**Your instructions**.
Determine how many lines in the records hold the word "nowrap". Return the number alone.

___ Stored data ___

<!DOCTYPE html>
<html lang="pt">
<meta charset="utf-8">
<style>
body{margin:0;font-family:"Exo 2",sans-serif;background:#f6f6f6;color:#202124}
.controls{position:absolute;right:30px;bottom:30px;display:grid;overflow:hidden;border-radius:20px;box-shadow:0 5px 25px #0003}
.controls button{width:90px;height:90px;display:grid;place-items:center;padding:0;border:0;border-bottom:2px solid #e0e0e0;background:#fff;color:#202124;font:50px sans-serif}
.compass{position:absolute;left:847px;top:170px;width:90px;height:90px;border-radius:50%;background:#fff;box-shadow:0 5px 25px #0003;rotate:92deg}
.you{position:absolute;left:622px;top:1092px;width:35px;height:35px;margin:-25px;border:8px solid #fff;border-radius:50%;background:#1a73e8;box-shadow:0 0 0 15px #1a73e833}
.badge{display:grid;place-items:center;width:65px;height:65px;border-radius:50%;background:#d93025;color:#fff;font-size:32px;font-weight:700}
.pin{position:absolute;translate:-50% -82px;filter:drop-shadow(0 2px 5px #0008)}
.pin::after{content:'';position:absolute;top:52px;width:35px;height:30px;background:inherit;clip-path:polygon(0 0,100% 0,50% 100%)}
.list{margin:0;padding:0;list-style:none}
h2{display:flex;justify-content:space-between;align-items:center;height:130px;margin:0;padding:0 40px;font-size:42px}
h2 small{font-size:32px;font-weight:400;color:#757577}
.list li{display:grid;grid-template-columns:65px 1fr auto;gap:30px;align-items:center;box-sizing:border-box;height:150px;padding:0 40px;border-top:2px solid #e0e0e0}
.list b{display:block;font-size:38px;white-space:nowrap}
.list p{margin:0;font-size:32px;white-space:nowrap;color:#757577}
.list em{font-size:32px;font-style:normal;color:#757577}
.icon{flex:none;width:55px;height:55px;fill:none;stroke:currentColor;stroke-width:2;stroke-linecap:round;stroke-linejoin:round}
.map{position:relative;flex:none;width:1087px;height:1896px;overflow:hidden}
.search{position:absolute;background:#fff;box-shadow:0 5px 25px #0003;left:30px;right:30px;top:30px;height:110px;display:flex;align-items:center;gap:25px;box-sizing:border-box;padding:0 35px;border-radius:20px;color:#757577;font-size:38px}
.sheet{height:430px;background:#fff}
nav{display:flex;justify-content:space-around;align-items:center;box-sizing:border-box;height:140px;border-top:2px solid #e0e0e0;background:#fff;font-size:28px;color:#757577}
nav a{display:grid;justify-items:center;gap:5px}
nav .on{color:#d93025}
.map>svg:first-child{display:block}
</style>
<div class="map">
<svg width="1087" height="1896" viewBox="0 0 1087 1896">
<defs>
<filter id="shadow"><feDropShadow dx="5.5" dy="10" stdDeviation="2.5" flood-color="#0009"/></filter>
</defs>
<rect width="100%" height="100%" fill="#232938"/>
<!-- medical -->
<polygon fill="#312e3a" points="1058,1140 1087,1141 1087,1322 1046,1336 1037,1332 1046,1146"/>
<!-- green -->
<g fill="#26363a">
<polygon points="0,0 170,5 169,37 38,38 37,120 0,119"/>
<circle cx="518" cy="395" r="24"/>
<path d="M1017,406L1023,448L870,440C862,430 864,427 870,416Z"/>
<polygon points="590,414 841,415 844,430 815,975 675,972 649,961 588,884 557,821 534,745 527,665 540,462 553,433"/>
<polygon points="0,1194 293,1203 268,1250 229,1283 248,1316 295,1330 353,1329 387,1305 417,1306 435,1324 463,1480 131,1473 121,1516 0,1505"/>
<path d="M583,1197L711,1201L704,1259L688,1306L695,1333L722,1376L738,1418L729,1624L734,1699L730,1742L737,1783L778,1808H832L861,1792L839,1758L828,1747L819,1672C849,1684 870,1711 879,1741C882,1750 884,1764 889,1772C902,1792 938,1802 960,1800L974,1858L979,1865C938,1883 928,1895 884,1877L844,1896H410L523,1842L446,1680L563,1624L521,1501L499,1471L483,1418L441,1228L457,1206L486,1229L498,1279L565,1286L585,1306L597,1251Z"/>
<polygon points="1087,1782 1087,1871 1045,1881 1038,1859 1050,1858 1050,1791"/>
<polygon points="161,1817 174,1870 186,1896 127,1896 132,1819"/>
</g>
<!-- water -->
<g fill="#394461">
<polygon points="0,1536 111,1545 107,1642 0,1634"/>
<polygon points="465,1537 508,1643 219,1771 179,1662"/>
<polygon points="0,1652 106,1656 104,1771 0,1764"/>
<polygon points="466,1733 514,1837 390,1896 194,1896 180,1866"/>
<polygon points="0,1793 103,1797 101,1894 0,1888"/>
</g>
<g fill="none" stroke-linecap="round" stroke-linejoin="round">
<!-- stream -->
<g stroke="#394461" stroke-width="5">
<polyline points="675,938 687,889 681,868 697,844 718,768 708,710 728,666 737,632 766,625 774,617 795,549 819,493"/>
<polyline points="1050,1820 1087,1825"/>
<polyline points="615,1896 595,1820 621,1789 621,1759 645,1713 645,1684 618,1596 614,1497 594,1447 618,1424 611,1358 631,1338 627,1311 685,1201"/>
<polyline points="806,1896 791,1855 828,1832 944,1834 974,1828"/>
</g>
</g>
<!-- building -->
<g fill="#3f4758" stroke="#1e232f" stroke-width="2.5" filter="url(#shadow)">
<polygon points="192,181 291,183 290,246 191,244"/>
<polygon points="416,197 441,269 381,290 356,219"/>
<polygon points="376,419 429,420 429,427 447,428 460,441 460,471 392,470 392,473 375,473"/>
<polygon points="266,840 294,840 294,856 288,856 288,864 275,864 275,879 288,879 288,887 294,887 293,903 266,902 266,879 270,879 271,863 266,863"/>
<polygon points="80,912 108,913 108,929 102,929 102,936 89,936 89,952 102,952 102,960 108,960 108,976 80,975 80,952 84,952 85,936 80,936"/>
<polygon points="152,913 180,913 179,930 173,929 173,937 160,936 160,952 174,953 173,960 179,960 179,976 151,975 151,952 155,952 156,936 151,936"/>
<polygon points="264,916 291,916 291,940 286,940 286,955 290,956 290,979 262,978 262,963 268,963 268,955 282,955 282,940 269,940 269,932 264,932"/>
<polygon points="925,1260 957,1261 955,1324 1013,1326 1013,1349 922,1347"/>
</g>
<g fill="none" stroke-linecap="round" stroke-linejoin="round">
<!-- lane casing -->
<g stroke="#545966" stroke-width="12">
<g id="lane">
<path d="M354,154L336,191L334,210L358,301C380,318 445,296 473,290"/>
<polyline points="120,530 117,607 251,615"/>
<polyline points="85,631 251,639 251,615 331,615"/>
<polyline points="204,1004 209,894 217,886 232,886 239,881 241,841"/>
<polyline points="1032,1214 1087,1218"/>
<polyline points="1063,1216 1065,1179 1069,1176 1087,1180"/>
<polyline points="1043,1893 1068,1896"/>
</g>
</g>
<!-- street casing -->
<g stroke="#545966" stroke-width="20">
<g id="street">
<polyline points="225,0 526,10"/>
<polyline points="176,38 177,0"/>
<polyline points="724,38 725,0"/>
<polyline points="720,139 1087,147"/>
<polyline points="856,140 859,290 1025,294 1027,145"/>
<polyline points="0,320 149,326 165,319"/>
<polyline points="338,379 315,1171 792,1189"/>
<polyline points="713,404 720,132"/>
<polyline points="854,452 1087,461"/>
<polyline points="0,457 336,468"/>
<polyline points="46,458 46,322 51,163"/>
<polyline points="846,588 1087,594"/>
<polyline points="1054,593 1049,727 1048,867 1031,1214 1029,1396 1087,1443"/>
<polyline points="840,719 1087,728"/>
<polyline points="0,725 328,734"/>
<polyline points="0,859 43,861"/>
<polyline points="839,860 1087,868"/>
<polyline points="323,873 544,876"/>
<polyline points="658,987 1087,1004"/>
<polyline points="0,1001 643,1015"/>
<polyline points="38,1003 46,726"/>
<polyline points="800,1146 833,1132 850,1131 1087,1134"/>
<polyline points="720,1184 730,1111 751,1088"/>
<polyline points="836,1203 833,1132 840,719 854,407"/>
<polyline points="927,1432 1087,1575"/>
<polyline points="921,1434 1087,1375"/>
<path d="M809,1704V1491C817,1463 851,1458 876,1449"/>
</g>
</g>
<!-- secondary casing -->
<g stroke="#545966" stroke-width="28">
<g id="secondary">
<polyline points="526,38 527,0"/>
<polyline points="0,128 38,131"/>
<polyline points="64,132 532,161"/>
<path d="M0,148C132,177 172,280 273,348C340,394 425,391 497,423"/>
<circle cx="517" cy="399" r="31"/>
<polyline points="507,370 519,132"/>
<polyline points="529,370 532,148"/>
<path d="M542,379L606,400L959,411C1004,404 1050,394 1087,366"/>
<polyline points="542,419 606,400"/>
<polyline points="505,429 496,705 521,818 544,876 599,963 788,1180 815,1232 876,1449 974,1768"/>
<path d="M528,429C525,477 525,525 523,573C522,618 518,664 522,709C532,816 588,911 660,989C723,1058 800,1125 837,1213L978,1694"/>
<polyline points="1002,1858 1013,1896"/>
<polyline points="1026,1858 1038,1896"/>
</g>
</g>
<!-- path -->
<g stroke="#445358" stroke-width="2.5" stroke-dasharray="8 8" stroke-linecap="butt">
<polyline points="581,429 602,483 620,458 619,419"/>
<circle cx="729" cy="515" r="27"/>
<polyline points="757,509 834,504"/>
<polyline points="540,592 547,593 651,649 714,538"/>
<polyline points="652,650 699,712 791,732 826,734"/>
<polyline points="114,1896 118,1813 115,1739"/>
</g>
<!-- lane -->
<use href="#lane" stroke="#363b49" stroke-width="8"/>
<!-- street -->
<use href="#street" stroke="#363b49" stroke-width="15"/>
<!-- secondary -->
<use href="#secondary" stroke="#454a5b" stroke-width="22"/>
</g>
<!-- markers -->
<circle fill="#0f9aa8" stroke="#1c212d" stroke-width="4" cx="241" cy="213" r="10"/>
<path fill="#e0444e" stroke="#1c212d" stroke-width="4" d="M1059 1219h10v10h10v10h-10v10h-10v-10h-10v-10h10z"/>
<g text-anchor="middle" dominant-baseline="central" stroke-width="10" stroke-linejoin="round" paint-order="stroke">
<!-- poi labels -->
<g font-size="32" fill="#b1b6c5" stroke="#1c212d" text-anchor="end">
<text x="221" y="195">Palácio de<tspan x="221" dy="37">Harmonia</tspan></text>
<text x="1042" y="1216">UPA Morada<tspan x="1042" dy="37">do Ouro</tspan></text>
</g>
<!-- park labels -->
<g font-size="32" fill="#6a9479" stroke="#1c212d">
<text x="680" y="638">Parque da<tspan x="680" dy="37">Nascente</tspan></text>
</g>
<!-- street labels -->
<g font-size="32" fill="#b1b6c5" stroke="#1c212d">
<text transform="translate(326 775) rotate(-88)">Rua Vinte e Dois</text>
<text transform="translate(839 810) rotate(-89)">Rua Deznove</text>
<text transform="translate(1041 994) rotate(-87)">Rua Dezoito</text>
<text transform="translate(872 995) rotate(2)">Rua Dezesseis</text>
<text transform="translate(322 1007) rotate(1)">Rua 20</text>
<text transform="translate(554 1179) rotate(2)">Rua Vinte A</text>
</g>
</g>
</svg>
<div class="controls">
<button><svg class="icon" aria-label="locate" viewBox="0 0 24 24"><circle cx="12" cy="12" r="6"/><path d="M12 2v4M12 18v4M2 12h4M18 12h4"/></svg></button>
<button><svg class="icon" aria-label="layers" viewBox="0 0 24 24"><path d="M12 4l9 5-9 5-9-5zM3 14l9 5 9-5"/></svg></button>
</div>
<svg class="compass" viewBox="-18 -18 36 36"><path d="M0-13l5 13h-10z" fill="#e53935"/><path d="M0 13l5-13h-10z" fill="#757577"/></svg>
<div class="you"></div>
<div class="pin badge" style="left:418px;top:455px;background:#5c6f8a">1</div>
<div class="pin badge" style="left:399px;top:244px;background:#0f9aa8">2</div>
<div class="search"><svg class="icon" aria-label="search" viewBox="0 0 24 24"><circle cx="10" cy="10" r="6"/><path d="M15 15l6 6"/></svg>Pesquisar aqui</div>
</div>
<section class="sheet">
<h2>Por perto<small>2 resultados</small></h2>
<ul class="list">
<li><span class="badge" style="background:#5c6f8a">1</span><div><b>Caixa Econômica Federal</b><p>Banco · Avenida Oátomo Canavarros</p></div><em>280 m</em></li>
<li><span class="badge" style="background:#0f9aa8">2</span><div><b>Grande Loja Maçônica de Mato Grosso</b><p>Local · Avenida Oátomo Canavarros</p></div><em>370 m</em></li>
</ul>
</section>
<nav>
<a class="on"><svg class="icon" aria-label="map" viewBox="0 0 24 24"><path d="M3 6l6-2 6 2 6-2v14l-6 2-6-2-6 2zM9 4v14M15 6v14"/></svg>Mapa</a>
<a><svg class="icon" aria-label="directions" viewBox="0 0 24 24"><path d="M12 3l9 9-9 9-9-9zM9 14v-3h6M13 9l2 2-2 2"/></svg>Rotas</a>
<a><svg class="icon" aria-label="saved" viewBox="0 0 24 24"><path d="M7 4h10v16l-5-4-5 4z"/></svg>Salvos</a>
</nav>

___

**Written solution**.
2